**WORK REQUIRED:** Each record must be repeated exactly. None may be dropped.

(Stored data)
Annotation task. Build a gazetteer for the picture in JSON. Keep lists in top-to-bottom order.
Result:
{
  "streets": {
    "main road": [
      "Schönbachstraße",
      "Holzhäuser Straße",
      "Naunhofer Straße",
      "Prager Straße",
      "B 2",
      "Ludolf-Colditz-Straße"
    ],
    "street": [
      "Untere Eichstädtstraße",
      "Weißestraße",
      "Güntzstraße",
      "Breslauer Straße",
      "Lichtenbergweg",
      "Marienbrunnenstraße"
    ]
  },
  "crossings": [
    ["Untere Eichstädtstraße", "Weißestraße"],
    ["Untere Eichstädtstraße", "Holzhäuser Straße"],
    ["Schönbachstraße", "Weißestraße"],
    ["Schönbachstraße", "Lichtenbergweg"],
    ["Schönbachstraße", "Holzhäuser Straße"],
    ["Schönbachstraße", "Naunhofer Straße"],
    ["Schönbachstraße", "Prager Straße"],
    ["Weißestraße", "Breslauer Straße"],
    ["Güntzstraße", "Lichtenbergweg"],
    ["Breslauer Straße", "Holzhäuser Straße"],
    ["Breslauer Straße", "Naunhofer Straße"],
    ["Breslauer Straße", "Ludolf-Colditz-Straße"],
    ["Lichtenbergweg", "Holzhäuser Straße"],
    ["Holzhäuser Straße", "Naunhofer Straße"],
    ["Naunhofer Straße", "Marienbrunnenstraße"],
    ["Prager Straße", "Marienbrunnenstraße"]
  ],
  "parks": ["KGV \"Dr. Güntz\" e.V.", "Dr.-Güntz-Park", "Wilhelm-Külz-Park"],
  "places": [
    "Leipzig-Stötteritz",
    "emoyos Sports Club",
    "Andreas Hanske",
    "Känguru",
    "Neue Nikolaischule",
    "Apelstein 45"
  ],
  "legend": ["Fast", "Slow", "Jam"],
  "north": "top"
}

**SOLUTION BELOW:**
Annotation task. Build a gazetteer for the picture in JSON. Keep lists in top-to-bottom order.
Result:
{
  "streets": {
    "main road": [
      "Schönbachstraße",
      "Holzhäuser Straße",
      "Naunhofer Straße",
      "Prager Straße",
      "B 2",
      "Ludolf-Colditz-Straße"
    ],
    "street": [
      "Untere Eichstädtstraße",
      "Weißestraße",
      "Güntzstraße",
      "Breslauer Straße",
      "Lichtenbergweg",
      "Marienbrunnenstraße"
    ]
  },
  "crossings": [
    ["Untere Eichstädtstraße", "Weißestraße"],
    ["Untere Eichstädtstraße", "Holzhäuser Straße"],
    ["Schönbachstraße", "Weißestraße"],
    ["Schönbachstraße", "Lichtenbergweg"],
    ["Schönbachstraße", "Holzhäuser Straße"],
    ["Schönbachstraße", "Naunhofer Straße"],
    ["Schönbachstraße", "Prager Straße"],
    ["Weißestraße", "Breslauer Straße"],
    ["Güntzstraße", "Lichtenbergweg"],
    ["Breslauer Straße", "Holzhäuser Straße"],
    ["Breslauer Straße", "Naunhofer Straße"],
    ["Breslauer Straße", "Ludolf-Colditz-Straße"],
    ["Lichtenbergweg", "Holzhäuser Straße"],
    ["Holzhäuser Straße", "Naunhofer Straße"],
    ["Naunhofer Straße", "Marienbrunnenstraße"],
    ["Prager Straße", "Marienbrunnenstraße"]
  ],
  "parks": ["KGV \"Dr. Güntz\" e.V.", "Dr.-Güntz-Park", "Wilhelm-Külz-Park"],
  "places": [
    "Leipzig-Stötteritz",
    "emoyos Sports Club",
    "Andreas Hanske",
    "Känguru",
    "Neue Nikolaischule",
    "Apelstein 45"
  ],
  "legend": ["Fast", "Slow", "Jam"],
  "north": "top"
}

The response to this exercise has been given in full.